■ **Assignment**
Starting with the line that holds "Enumerate all text", reproduce each line through the last one of the data, exactly as written. Pictures are not copied.

*** Opening of Available records ***

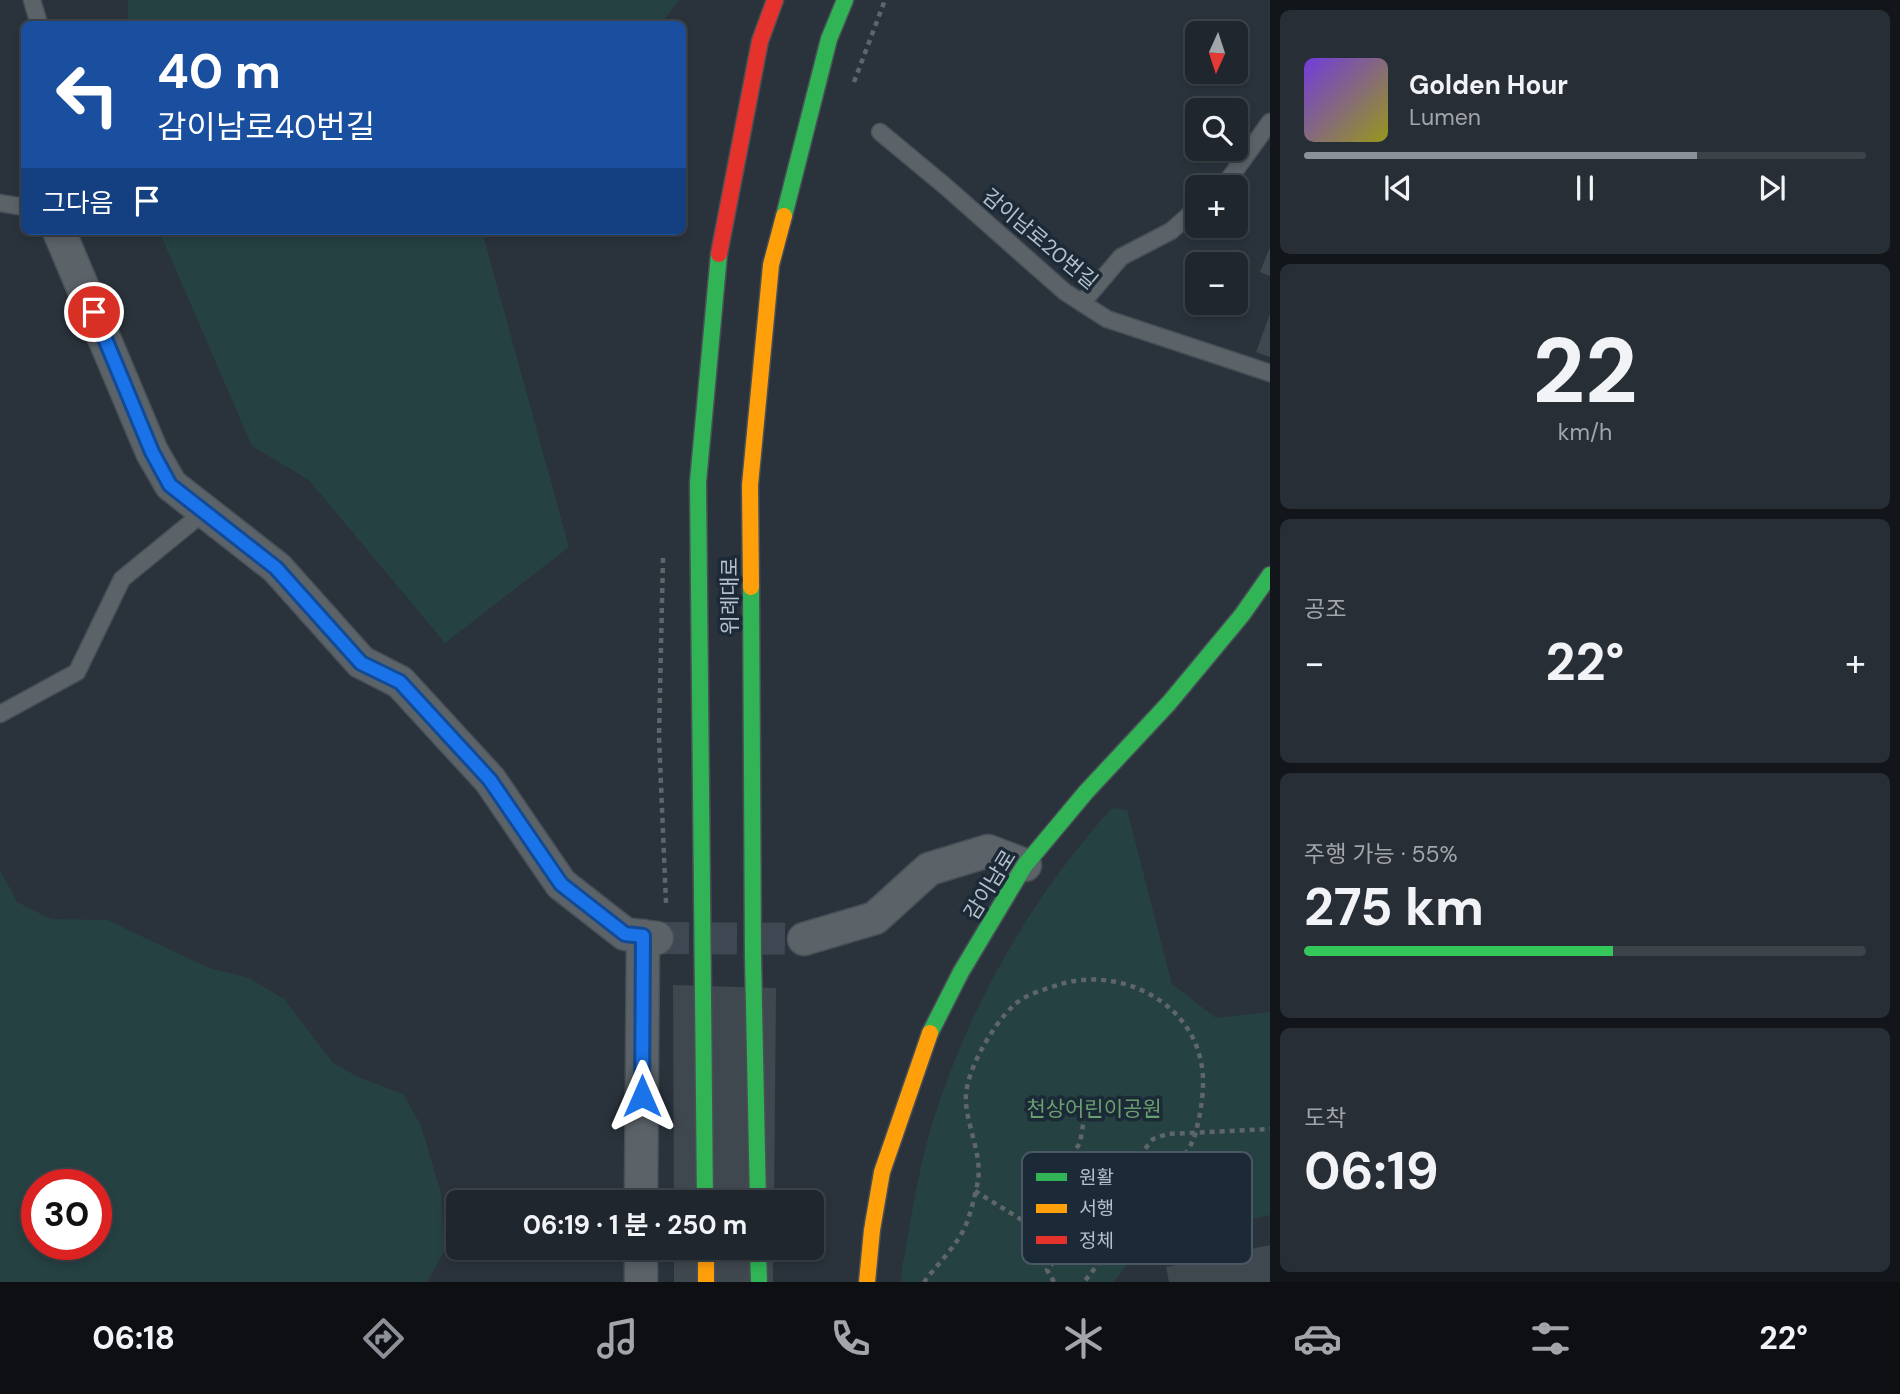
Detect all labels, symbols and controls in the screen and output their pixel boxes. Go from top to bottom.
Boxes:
north arrow [1185,21,1248,84]
map controls [1185,21,1248,315]
text: 40 m [157,39,281,103]
icon: left [42,49,133,140]
text: Golden Hour [1409,68,1568,102]
button: search [1185,98,1248,161]
text: Lumen [1409,102,1481,132]
text: 감이남로40번길 [157,106,375,148]
icon: previous [1379,169,1417,207]
icon: pause [1566,169,1604,207]
icon: next [1753,169,1791,207]
button: + [1185,175,1248,238]
icon: arrive [128,182,166,220]
street label: 감이남로20번길 [977,183,1103,295]
text: 그다음 [42,186,114,220]
button: − [1185,252,1248,315]
pin [64,282,124,342]
icon: arrive [75,293,113,331]
text: 22 [1532,312,1638,430]
text: km/h [1558,417,1612,447]
street label: 위례대로 [716,557,744,635]
text: 공조 [1304,594,1346,624]
text: 22° [1546,628,1624,696]
text: − [1304,638,1325,688]
text: + [1845,638,1866,688]
text: 주행 가능 · 55% [1304,839,1458,869]
street label: 감이남로 [958,845,1022,925]
text: 275 km [1304,873,1484,941]
position arrow [605,1059,679,1133]
park label: 천상어린이공원 [1026,1095,1162,1123]
text: 도착 [1304,1103,1346,1133]
text: 06:19 [1304,1137,1439,1205]
legend [1022,1152,1252,1264]
text: 원활 [1079,1165,1114,1190]
speed limit sign: 30 [21,1169,112,1260]
text: 서행 [1079,1196,1114,1221]
text: 06:19 · 1 분 · 250 m [523,1208,747,1242]
text: 정체 [1079,1228,1114,1253]
icon: directions [359,1314,408,1363]
icon: music [593,1314,642,1363]
icon: phone [826,1314,875,1363]
icon: climate [1059,1314,1108,1363]
icon: car [1293,1314,1342,1363]
icon: filters [1526,1314,1575,1363]
text: 06:18 [92,1317,175,1359]
text: 22° [1759,1317,1808,1359]

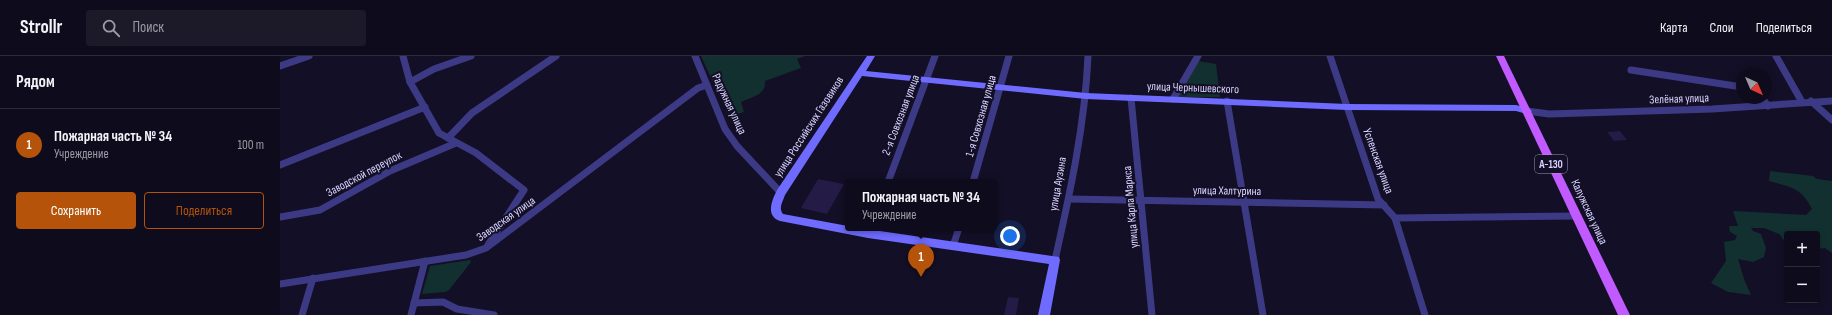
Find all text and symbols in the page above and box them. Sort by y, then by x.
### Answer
search box [86,10,366,46]
text: Strollr [20,16,62,39]
icon: search [100,17,122,39]
text: Поиск [132,18,164,37]
text: Карта [1660,19,1688,36]
text: Слои [1710,19,1734,36]
text: Поделиться [1756,19,1812,36]
north arrow [1736,68,1772,104]
street label: Радужная улица [708,71,750,137]
text: Рядом [16,72,55,92]
street label: 2-я Совхозная улица [879,72,923,157]
street label: улица Российских Газовиков [771,73,847,180]
street label: 1-я Совхозная улица [962,73,1000,159]
street label: улица Чернышевского [1147,79,1239,97]
street label: Зелёная улица [1649,90,1710,108]
street label: Успенская улица [1359,126,1397,196]
text: Пожарная часть № 34 [54,127,172,146]
text: 1 [26,137,32,153]
text: 100 m [237,137,264,153]
text: Учреждение [54,146,109,162]
street label: Заводской переулок [324,148,405,200]
road number: А-130 [1535,155,1567,173]
street label: улица Аузина [1046,156,1070,212]
street label: улица Карла Маркса [1120,165,1142,249]
street label: Калужская улица [1567,177,1611,247]
popup [845,179,997,231]
street label: улица Халтурина [1193,183,1262,199]
text: Пожарная часть № 34 [862,188,980,207]
button: Сохранить [16,192,136,229]
button: Поделиться [144,192,264,229]
street label: Заводская улица [474,193,539,245]
text: Учреждение [862,207,917,223]
your location [1000,226,1020,246]
map controls [1784,231,1820,303]
button: + [1784,231,1820,267]
pin: 1 [908,244,934,277]
button: − [1784,267,1820,303]

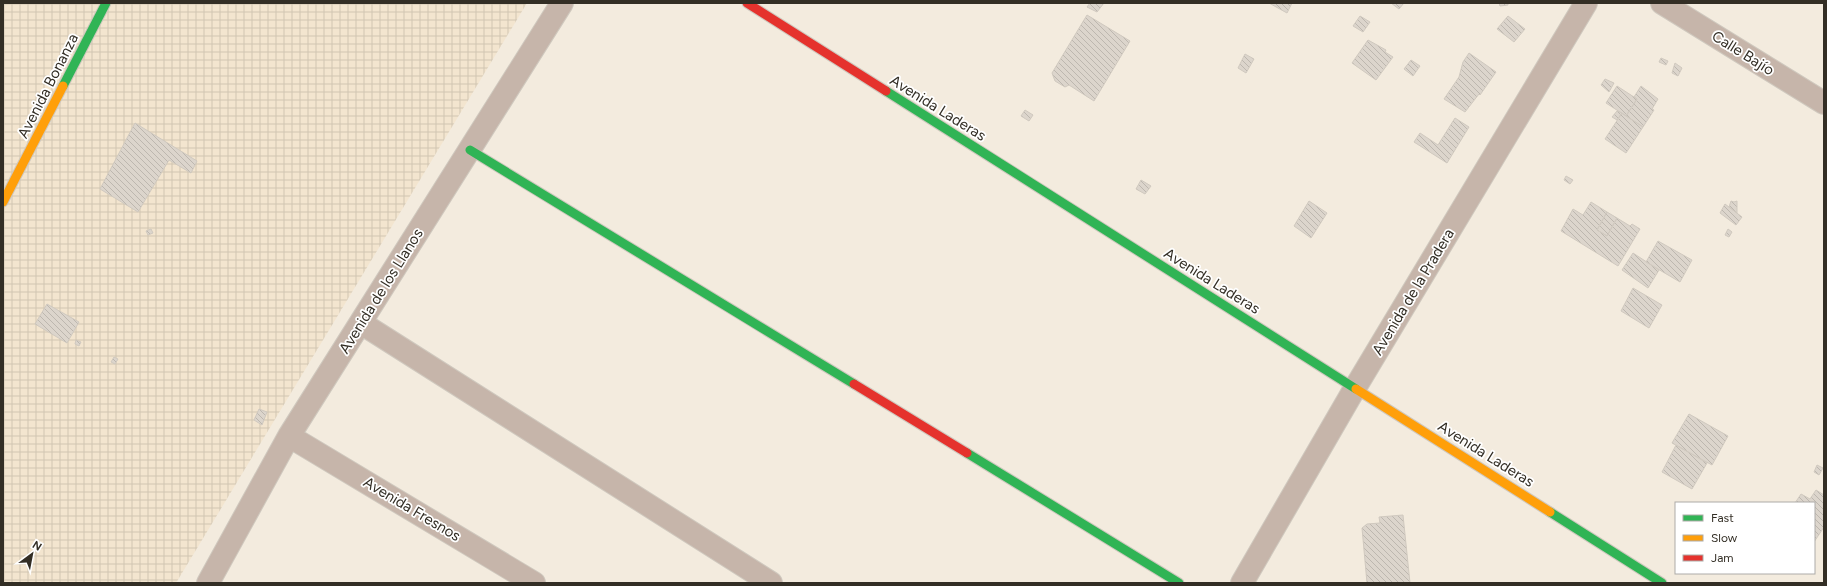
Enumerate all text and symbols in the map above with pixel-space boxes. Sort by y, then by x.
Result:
street label: Calle Bajío [1709,27,1778,79]
street label: Avenida Bonanza [14,31,82,141]
street label: Avenida Laderas [887,71,989,145]
street label: Avenida de los Llanos [335,225,427,357]
street label: Avenida de la Pradera [1368,226,1458,358]
street label: Avenida Laderas [1161,244,1263,318]
street label: Avenida Laderas [1435,417,1537,491]
street label: Avenida Fresnos [360,473,464,545]
legend [1675,502,1815,574]
text: Fast [1711,511,1734,525]
text: Slow [1711,531,1738,545]
north arrow [12,534,52,574]
text: N [30,538,44,554]
text: Jam [1711,551,1734,565]

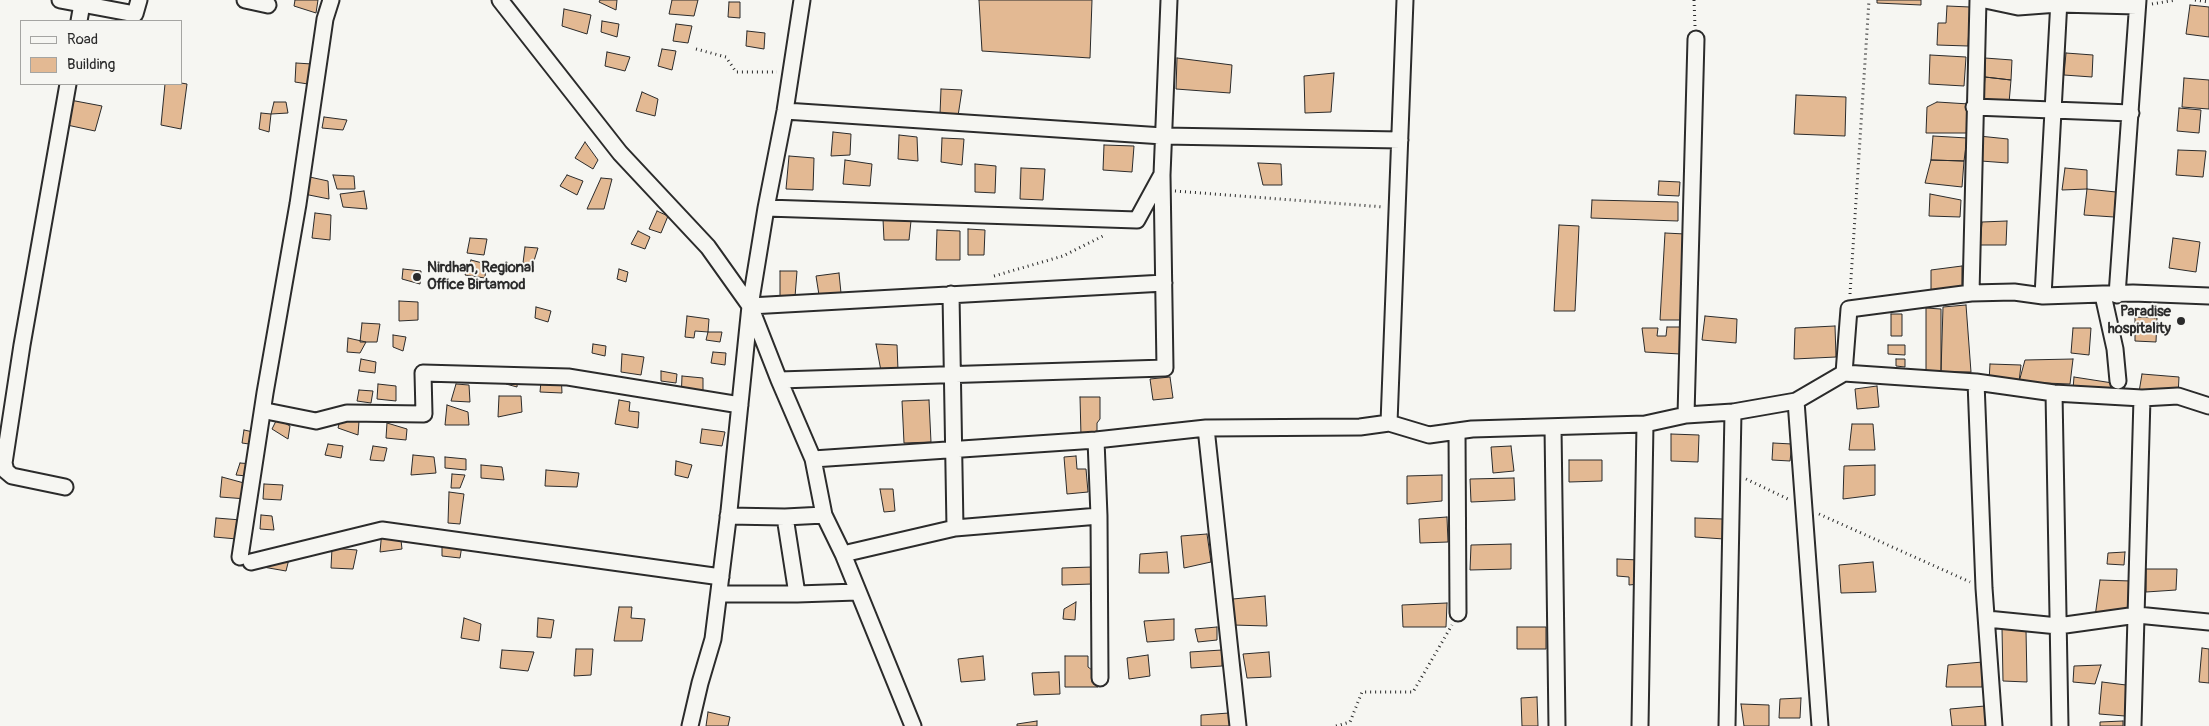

*** Close of Available records ***

■ **Solution to the problem**
Enumerate all text and symbols in the map above with pixel-space boxes. Sort by y, then by x.
Result:
street label: Calle Bajío [1709,27,1778,79]
street label: Avenida Bonanza [14,31,82,141]
street label: Avenida Laderas [887,71,989,145]
street label: Avenida de los Llanos [335,225,427,357]
street label: Avenida de la Pradera [1368,226,1458,358]
street label: Avenida Laderas [1161,244,1263,318]
street label: Avenida Laderas [1435,417,1537,491]
street label: Avenida Fresnos [360,473,464,545]
legend [1675,502,1815,574]
text: Fast [1711,511,1734,525]
text: Slow [1711,531,1738,545]
north arrow [12,534,52,574]
text: N [30,538,44,554]
text: Jam [1711,551,1734,565]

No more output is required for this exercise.